When banks combine these days, community groups push them to step up their investments in low- to moderate-income neighborhoods and communities of color.
That's what happened after U.S. Bancorp announced an $8 billion merger with MUFG Union Bank. Following months of meetings with community groups, chiefly in California where MUFG Union is based, the Minneapolis bank company on Monday announced a $100 billion community benefits plan for the five years after it completes the deal.
"We are grateful for the time 208 organizations took to participate in the listening sessions," U.S. Bancorp CEO Andy Cecere said in a statement. "Their insights and perspective were critical to helping us understand where we can improve financial outcomes for underserved communities."
Only a small portion of the plan represents new spending by U.S. Bank. Much of the $100 billion value is in wages, loans, investments in economic development, capital to community development financial institutions, philanthropy and other programs.
The company's counterparts in developing the plan were the National Community Reinvestment Coalition, a Washington-based nonprofit organization that negotiates with banks on such agreements, and the California Reinvestment Coalition.
It's the largest agreement of its kind to date. Last year, PNC Bank announced an $88 billion community plan related to its acquisition of BBVA, and Huntington Bancshares announced a $41 billion plan related to its purchase of TCF Financial.
U.S. Bank executives said the company's plan expands on initiatives it started in recent years to reduce the racial wealth gap and integrates some of MUFG's existing programs.
U.S. Bank committed to increase mortgage lending to lower income individuals and people of color by at least 20% nationally and 30% in California over the next five years. It also said it will boost lending to small businesses and small farms by 15% nationally and 25% in California over that time frame.
It will increase by more than 40% nationally, and more than 50% in California, investing and lending in community and economic development, affordable housing, and environmental and social impact areas with a focus on racial equity. And it will create special purpose credit programs for mortgages and affordable housing development.
Some groups were particularly vocal about their concern that U.S. Bank will close many branches as a result of the merger, pointing to the bank's track record of closing a large number of branches in the last few years.

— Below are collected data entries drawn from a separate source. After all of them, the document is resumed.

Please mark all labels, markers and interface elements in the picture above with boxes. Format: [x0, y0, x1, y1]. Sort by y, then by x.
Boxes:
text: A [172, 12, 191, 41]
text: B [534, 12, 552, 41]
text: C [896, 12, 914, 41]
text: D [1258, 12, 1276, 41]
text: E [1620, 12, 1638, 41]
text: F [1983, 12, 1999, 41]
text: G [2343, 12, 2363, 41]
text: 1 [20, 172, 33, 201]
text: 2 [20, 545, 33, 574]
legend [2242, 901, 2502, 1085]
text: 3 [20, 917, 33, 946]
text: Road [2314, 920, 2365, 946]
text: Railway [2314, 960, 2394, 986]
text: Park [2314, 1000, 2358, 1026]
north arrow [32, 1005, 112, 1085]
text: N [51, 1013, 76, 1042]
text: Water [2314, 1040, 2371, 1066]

When U.S. Bank executives first unveiled the merger last fall, they signaled some branches could be consolidated, but emphasized that the company would not exit any markets nor reduce services in low- to moderate-income neighborhoods. They also vowed to retain all MUFG branch employees.

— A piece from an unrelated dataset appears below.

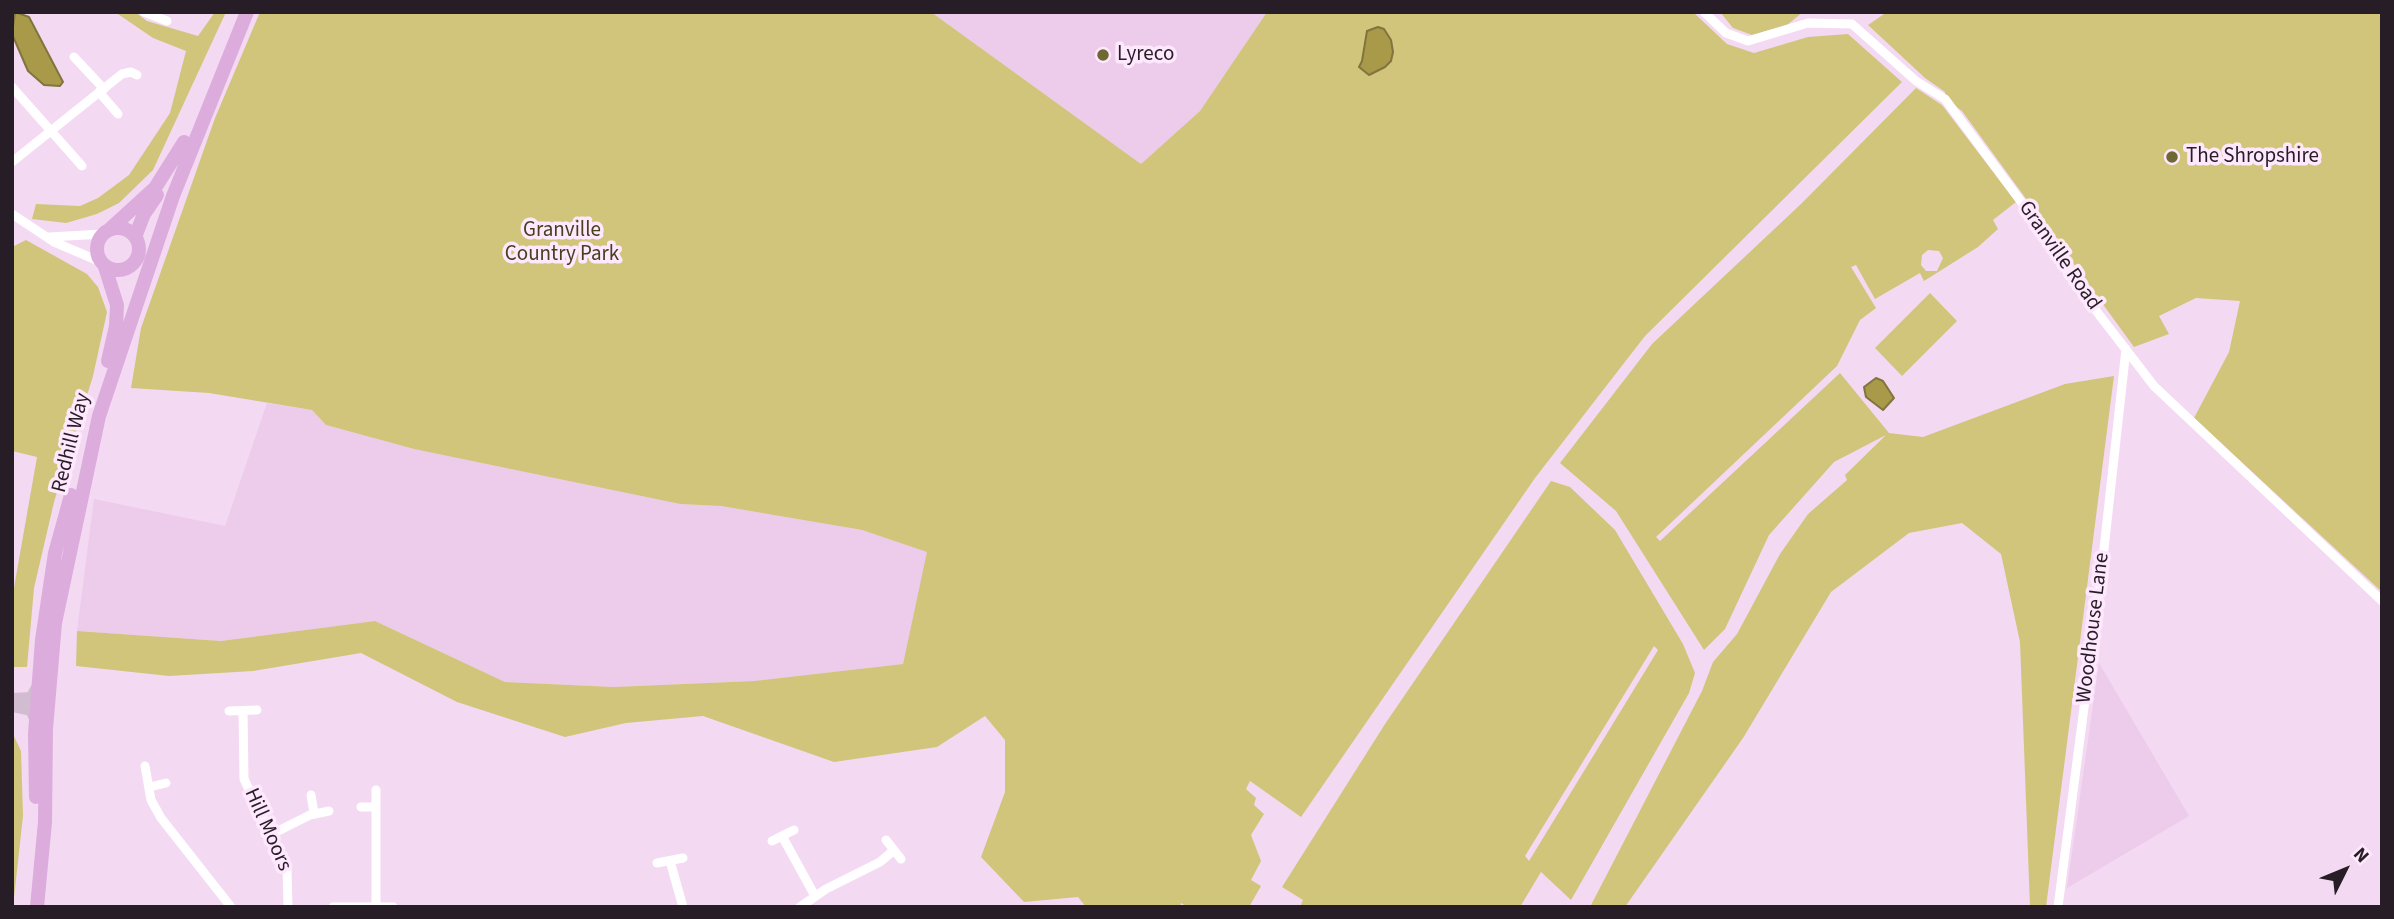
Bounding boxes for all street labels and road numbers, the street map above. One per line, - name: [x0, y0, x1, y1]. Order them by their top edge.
- street label: Granville Road: [2012, 197, 2106, 315]
- street label: Redhill Way: [47, 391, 97, 495]
- street label: Woodhouse Lane: [2072, 551, 2116, 705]
- street label: Hill Moors: [238, 785, 296, 875]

Under the plan announced Monday, U.S. Bank also agreed to open five new branches in low-income or "majority minority" neighborhoods in California over the next five years, and to open or preserve another five in consultation with community groups.
Jesse Van Tol, president of the National Community Reinvestment Coalition, said bank mergers can be detrimental to communities if the combined bank ends up doing less overall in the community than the two entities did on their own.

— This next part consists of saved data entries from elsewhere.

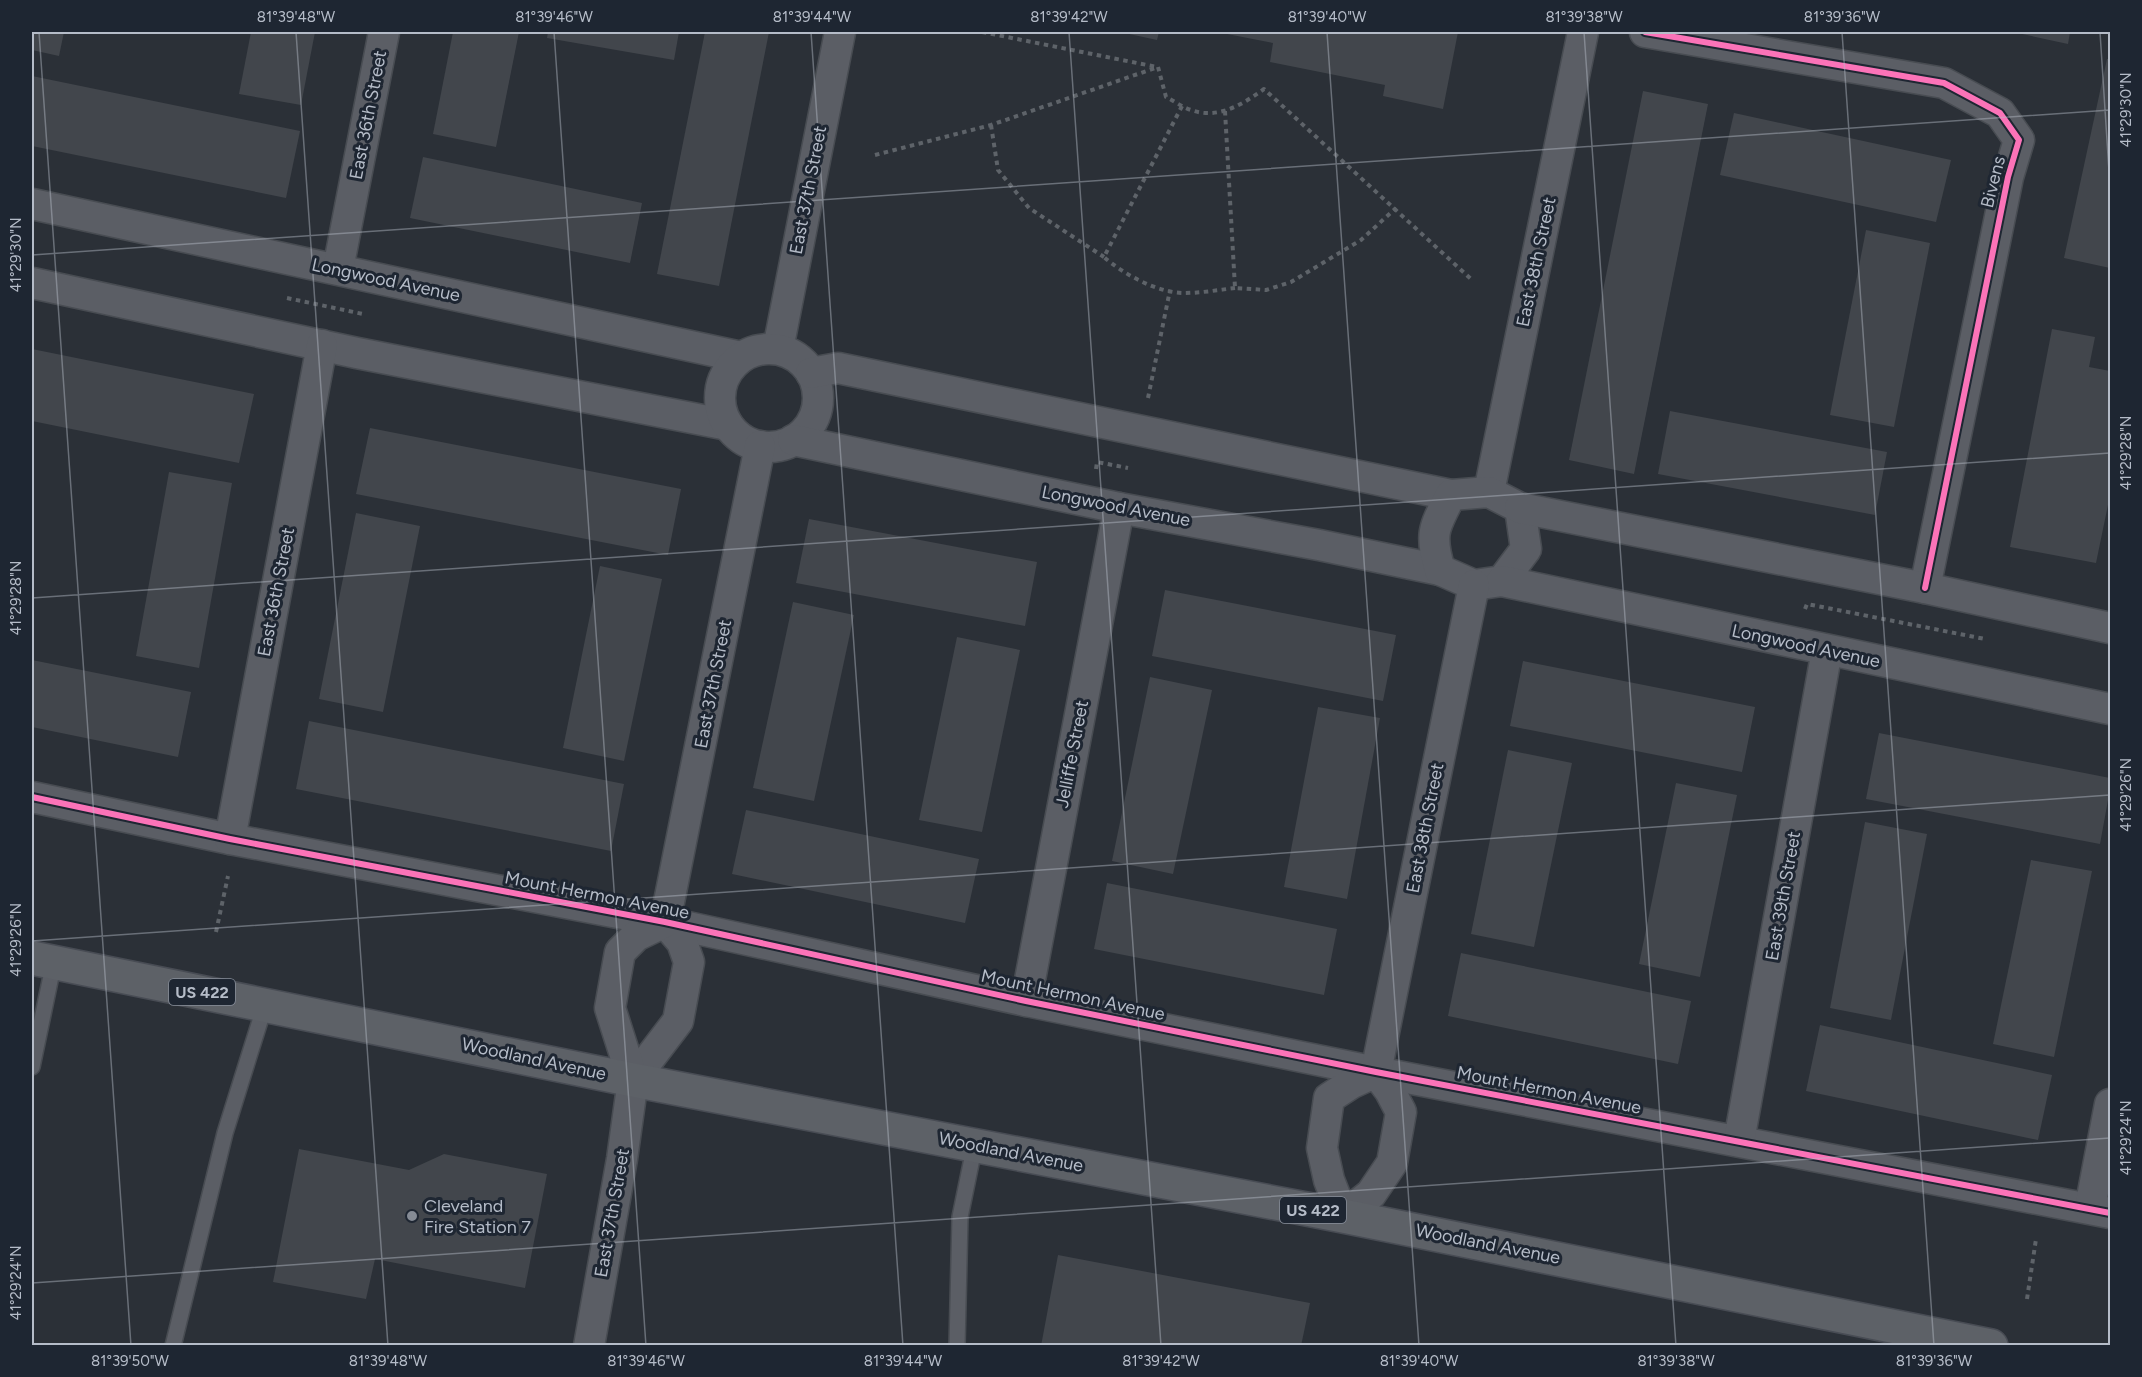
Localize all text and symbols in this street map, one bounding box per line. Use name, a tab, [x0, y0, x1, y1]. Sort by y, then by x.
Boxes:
text: 81°39'48"W	[257, 8, 336, 26]
text: 81°39'46"W	[515, 8, 593, 26]
text: 81°39'44"W	[773, 8, 852, 26]
text: 81°39'42"W	[1030, 8, 1108, 26]
text: 81°39'40"W	[1288, 8, 1367, 26]
text: 81°39'38"W	[1545, 8, 1623, 26]
text: 81°39'36"W	[1804, 8, 1881, 26]
street label: East 36th Street	[345, 48, 391, 181]
text: 41°29'30"N	[2117, 72, 2135, 148]
street label: East 37th Street	[785, 124, 831, 256]
street label: Bivens	[1976, 154, 2010, 210]
street label: East 38th Street	[1512, 195, 1561, 329]
text: 41°29'30"N	[7, 217, 25, 293]
street label: Longwood Avenue	[310, 254, 462, 306]
text: 41°29'28"N	[2117, 416, 2135, 490]
street label: Longwood Avenue	[1040, 481, 1192, 531]
street label: East 36th Street	[253, 525, 299, 658]
text: 41°29'28"N	[7, 561, 25, 635]
street label: East 37th Street	[690, 618, 736, 750]
street label: Longwood Avenue	[1730, 620, 1882, 672]
street label: Jelliffe Street	[1051, 698, 1093, 810]
text: 41°29'26"N	[2117, 758, 2135, 832]
street label: East 38th Street	[1402, 761, 1448, 895]
street label: East 39th Street	[1761, 829, 1805, 962]
street label: Mount Hermon Avenue	[503, 866, 691, 924]
text: 41°29'26"N	[7, 903, 25, 977]
street label: Mount Hermon Avenue	[979, 965, 1167, 1025]
road number: US 422	[169, 979, 235, 1005]
street label: Woodland Avenue	[460, 1033, 608, 1085]
street label: Mount Hermon Avenue	[1455, 1061, 1643, 1119]
text: 41°29'24"N	[2117, 1100, 2135, 1176]
street label: Woodland Avenue	[937, 1127, 1085, 1177]
street label: East 37th Street	[590, 1147, 634, 1279]
place label: Cleveland Fire Station 7	[424, 1195, 531, 1238]
road number: US 422	[1280, 1197, 1346, 1223]
marker: Cleveland Fire Station 7	[405, 1209, 419, 1223]
street label: Woodland Avenue	[1414, 1219, 1562, 1269]
text: 41°29'24"N	[7, 1245, 25, 1321]
text: 81°39'50"W	[91, 1352, 170, 1370]
text: 81°39'48"W	[349, 1352, 428, 1370]
text: 81°39'46"W	[607, 1352, 685, 1370]
text: 81°39'44"W	[864, 1352, 943, 1370]
text: 81°39'42"W	[1122, 1352, 1200, 1370]
text: 81°39'40"W	[1380, 1352, 1459, 1370]
text: 81°39'38"W	[1637, 1352, 1715, 1370]
text: 81°39'36"W	[1896, 1352, 1973, 1370]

"With size and scale they ought to be able to do more for underserved communities and communities of color," Van Tol said.
Paulina Gonzalez-Brito, executive director of the California Reinvestment Coalition, said U.S. Bank's plan will increase community support by 30% above what the two banks would do on their own.
The California group initially opposed the merger, but withdrew its objection after the agreement was reached. But now, said Gonzalez-Brito, "we see an additive value now to this merger."
U.S. Bank executives aim to close the MUFG Union deal later this year.